• **Description of the task**: Where in the data below does the word "service" appear? Copy every line that has it.

• **Source material**:
= Beginning of Section =

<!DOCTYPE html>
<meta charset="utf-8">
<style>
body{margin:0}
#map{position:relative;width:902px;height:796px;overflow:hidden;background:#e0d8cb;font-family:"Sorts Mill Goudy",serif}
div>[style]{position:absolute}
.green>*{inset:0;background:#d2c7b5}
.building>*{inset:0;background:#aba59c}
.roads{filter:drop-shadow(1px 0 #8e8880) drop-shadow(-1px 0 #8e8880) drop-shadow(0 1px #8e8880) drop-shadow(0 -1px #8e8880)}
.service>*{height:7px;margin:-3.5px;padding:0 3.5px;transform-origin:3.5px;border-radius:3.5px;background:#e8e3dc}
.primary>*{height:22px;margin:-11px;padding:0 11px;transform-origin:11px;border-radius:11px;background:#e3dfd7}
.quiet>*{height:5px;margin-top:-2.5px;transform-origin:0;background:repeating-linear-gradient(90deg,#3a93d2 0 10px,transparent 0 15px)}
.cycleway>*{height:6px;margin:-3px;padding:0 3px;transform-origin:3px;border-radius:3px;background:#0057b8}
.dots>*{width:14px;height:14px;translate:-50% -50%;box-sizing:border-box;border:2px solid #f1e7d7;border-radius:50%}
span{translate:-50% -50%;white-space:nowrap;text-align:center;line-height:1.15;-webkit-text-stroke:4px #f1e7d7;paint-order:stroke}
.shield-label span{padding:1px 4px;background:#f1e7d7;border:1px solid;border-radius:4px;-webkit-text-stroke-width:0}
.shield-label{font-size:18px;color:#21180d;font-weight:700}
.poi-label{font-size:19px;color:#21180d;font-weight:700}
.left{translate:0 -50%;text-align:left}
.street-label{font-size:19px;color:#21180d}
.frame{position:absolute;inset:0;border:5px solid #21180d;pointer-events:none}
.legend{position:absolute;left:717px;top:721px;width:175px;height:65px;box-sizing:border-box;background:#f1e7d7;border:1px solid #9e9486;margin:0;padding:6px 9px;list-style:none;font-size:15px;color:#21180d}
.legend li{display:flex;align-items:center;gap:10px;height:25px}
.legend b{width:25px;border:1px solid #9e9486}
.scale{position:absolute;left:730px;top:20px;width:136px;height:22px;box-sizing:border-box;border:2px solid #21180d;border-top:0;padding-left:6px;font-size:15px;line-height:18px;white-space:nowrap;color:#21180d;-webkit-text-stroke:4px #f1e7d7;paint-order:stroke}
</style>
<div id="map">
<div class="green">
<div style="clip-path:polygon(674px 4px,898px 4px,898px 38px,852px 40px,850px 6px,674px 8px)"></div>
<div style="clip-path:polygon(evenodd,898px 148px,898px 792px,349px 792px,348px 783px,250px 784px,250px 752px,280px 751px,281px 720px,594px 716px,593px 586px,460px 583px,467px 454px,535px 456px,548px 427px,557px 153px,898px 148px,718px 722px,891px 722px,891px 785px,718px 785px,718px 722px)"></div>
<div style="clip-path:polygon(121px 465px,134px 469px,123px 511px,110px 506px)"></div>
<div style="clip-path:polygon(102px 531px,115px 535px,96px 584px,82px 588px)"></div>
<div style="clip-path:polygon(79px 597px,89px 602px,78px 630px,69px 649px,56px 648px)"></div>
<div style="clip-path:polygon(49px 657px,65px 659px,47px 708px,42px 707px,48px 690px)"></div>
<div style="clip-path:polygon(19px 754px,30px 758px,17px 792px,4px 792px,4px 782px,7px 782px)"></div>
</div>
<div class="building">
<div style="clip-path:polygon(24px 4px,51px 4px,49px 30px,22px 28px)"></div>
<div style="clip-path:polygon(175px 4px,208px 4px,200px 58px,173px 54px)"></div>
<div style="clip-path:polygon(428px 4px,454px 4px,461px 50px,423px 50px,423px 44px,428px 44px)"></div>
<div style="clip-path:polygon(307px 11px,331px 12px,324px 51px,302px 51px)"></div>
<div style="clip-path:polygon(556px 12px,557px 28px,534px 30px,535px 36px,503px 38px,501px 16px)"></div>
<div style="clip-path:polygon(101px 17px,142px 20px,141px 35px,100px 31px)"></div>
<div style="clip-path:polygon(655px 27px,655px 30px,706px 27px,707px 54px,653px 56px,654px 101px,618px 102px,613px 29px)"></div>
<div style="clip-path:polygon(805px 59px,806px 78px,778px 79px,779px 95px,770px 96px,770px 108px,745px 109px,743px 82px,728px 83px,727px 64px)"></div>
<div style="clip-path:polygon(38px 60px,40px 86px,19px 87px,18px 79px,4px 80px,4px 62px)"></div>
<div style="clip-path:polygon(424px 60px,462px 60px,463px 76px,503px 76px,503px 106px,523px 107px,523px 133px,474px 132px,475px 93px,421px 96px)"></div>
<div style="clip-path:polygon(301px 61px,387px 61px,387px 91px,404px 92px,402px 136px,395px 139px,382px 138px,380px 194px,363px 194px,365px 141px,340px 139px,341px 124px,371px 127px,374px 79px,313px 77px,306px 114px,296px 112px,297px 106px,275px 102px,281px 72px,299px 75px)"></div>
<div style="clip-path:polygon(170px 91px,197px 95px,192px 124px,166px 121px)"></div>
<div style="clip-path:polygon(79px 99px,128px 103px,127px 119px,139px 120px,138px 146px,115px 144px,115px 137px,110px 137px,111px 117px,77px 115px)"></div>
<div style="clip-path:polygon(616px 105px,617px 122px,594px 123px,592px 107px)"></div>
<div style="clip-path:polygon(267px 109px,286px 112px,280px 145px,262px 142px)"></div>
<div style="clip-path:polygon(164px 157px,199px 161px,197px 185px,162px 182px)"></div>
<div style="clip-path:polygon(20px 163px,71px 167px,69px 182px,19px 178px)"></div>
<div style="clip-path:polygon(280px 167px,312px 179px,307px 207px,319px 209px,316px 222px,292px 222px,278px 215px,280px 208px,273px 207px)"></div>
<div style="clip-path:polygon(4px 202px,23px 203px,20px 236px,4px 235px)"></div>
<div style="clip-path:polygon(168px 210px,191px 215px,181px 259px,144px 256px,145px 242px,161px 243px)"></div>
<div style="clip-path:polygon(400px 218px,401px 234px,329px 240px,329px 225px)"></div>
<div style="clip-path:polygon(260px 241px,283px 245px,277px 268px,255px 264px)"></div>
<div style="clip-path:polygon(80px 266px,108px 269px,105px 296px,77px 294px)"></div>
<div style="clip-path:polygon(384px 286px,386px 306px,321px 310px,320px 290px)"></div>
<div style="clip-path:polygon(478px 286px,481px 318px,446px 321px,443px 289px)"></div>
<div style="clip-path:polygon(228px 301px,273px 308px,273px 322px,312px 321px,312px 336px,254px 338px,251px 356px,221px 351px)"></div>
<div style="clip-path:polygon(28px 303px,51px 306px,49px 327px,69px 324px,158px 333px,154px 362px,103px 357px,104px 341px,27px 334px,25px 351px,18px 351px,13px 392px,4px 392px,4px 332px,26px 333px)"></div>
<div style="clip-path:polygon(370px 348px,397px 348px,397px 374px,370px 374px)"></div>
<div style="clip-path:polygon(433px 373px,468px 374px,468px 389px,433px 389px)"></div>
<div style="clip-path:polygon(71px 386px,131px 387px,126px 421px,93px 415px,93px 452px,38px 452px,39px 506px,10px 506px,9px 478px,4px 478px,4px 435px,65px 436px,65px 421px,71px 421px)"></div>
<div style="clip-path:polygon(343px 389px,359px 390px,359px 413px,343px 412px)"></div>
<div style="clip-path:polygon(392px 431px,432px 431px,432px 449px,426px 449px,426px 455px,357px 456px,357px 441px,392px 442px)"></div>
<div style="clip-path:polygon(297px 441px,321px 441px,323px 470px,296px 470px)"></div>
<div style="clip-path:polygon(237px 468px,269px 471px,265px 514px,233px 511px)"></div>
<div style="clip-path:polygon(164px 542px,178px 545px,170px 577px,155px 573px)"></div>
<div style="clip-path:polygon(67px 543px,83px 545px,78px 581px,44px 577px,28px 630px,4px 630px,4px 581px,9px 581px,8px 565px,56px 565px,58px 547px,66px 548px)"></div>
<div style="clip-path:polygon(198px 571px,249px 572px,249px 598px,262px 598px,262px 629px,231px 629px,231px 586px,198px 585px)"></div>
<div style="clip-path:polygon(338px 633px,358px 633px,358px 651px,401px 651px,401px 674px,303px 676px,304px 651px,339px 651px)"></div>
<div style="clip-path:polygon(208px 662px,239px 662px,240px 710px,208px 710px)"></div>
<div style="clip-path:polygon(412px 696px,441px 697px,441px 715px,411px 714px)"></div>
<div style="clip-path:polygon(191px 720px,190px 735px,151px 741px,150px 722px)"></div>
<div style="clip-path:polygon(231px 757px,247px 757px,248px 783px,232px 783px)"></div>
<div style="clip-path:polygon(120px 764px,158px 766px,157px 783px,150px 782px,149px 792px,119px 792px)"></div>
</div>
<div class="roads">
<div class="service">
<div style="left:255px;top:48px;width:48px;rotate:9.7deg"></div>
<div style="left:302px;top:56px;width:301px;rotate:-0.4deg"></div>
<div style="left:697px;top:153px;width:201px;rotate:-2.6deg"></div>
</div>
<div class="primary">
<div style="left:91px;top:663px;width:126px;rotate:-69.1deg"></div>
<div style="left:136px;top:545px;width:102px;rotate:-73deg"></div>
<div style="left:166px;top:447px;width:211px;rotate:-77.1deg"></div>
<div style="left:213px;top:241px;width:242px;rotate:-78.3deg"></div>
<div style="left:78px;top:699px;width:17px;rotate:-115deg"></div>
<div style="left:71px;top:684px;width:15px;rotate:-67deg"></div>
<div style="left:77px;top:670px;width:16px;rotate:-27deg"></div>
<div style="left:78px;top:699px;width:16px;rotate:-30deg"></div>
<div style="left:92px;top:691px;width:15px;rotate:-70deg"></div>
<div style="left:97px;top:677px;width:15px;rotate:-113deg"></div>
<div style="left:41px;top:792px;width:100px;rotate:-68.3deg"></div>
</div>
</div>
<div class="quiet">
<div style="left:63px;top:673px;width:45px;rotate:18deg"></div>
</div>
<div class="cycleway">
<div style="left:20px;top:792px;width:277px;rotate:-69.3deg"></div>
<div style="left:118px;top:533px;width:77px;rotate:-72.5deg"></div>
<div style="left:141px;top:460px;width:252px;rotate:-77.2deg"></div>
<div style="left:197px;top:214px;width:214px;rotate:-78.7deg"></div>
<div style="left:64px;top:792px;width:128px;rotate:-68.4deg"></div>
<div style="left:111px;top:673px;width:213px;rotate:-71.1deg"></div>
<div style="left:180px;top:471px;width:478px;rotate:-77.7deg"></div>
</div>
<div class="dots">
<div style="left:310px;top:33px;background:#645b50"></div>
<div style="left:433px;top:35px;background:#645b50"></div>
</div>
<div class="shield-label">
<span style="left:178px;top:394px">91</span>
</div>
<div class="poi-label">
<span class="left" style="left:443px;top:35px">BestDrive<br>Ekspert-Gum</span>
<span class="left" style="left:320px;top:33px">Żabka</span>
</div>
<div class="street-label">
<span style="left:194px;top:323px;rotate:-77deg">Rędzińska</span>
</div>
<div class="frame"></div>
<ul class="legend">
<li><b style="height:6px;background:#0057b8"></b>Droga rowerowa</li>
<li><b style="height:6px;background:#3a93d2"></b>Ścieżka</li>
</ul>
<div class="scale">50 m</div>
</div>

= End of Section =

• **Response area**:
.service>*{height:7px;margin:-3.5px;padding:0 3.5px;transform-origin:3.5px;border-radius:3.5px;background:#e8e3dc}
<div class="service">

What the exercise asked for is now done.